Any dividend payment made by Lamar Media or any of its restricted subsidiaries
to Lamar Advertising Company

-17-



during any period to enable Lamar Advertising Company to pay certain qualified
expenses on behalf of Lamar Media and its subsidiaries, shall be treated as
operating expenses of Lamar Media for the purposes of calculating EBITDA for
such period. EBITDA under the bank credit agreement is also adjusted to reflect
certain acquisitions or dispositions as if such acquisitions or dispositions
were made on the first day of such period.

The Company believes that its current level of cash on hand, availability under
its bank credit agreement and future cash flows from operations are sufficient
to meet its operating needs through the year 2004. All debt obligations are on
the Company's balance sheet.

NEW ACCOUNTING PRONOUNCEMENTS

In June 2002, the FASB issued SFAS No. 146, "Accounting for Costs Associated
with Exit or Disposal Activities", ("Statement 146") which addresses financial
accounting and reporting for costs associated with exit or disposal activities.
It nullifies EITF Issue No. 94-3, "Liability Recognition for Certain Employee
Termination Benefits and Other Costs to Exit an Activity (including Certain
Costs Incurred in a Restructuring)." The principle difference between Statement
146 and Issue 94-3 relates to the recognition of a liability for a cost
associated with an exit or disposal activity. Statement 146 requires that a
liability be recognized for those costs only when the liability is incurred,
that is, when it meets the definition of a liability in the FASB's conceptual
framework. In contrast, under Issue 94-3, a company recognized a liability for
an exit cost when it committed to an exit plan. Statement 146 also establishes
fair value as the objective for initial measurement of liabilities related to
exit or disposal activities. The Statement is effective for exit or disposal
activities that are initiated after December 31, 2002 and did not have an impact
on the Company's consolidated financial statements. The Company adopted the
provisions related to Statement No. 146 as of January 1, 2003.
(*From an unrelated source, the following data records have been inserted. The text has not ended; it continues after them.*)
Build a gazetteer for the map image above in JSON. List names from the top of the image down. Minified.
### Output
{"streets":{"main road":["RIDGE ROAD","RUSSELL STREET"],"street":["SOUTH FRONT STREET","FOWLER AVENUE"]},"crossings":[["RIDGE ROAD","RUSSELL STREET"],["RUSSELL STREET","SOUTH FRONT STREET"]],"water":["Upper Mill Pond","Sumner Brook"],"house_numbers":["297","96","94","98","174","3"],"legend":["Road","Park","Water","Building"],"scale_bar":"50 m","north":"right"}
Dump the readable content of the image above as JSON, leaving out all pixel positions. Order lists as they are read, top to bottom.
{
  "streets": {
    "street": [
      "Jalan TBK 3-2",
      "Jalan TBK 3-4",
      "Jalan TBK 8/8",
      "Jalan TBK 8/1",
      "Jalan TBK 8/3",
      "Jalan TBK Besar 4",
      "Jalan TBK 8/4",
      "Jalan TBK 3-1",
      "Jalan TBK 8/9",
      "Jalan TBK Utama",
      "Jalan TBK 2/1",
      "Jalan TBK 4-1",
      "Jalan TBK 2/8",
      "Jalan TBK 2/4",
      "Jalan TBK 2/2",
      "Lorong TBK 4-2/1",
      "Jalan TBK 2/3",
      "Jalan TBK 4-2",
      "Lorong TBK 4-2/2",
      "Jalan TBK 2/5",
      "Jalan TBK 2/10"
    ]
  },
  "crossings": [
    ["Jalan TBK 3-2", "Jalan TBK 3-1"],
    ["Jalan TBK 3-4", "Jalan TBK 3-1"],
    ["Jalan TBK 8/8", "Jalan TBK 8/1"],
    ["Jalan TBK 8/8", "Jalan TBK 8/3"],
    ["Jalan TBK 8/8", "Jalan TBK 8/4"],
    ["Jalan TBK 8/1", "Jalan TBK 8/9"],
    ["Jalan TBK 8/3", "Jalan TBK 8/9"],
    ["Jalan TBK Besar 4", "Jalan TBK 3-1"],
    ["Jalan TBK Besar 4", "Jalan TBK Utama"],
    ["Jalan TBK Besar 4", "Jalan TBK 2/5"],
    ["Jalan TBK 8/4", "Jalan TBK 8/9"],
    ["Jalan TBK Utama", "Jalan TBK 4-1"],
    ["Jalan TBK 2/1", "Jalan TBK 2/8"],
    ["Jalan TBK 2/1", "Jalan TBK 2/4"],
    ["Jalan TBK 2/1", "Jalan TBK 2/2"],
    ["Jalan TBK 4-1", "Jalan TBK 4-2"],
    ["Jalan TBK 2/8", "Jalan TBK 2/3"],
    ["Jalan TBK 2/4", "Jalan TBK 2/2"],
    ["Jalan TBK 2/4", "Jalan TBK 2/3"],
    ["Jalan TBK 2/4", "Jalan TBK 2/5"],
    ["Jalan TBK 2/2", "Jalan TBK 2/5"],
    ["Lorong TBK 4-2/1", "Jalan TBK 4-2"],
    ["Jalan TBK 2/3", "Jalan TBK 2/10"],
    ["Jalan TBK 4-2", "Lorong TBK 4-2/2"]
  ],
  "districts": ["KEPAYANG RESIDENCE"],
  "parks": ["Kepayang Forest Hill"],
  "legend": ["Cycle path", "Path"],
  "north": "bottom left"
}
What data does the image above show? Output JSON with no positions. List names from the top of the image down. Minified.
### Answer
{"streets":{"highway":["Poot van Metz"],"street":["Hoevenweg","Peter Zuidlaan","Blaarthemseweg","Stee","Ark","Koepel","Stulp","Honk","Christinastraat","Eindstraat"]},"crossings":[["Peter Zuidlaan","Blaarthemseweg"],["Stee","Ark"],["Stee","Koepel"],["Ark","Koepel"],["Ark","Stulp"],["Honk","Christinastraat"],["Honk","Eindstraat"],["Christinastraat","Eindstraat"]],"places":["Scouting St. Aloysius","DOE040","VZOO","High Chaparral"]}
In November 2002, the FASB issued Interpretation No. 45, "Guarantor's Accounting
and Disclosure Requirements for Guarantees, Including Indirect Guarantees of
Indebtedness to Others, an interpretation of FASB Statements No. 5, 57 and 107
and a rescission of FASB Interpretation No. 34". This Interpretation elaborates
on the disclosures to be made by a guarantor in its interim and annual financial
statements about its obligations under guarantees issued. The Interpretation
also clarifies that a guarantor is required to recognize, at inception of a
guarantee, a liability for the fair value of the obligation undertaken. The
initial recognition and measurement provisions of the Interpretation are
applicable to guarantees issued or modified after December 31, 2002 and did not
have a material effect on the Company's consolidated financial statements.

In January 2003, the FASB issued Interpretation No. 46, "Consolidation of
Variable Interest Entities, an interpretation of ARB No. 51." This
interpretation addresses the consolidation by business enterprises of variable
interest entities as defined in the Interpretation. The Interpretation applies
immediately to variable interests in variable interest entities created after
January 31, 2003, and to variable interests in variable interest entities
obtained after January 31, 2003. The application of the Interpretation did not
have a material effect on the Company's consolidated financial statements as the
Company has no variable interest entities.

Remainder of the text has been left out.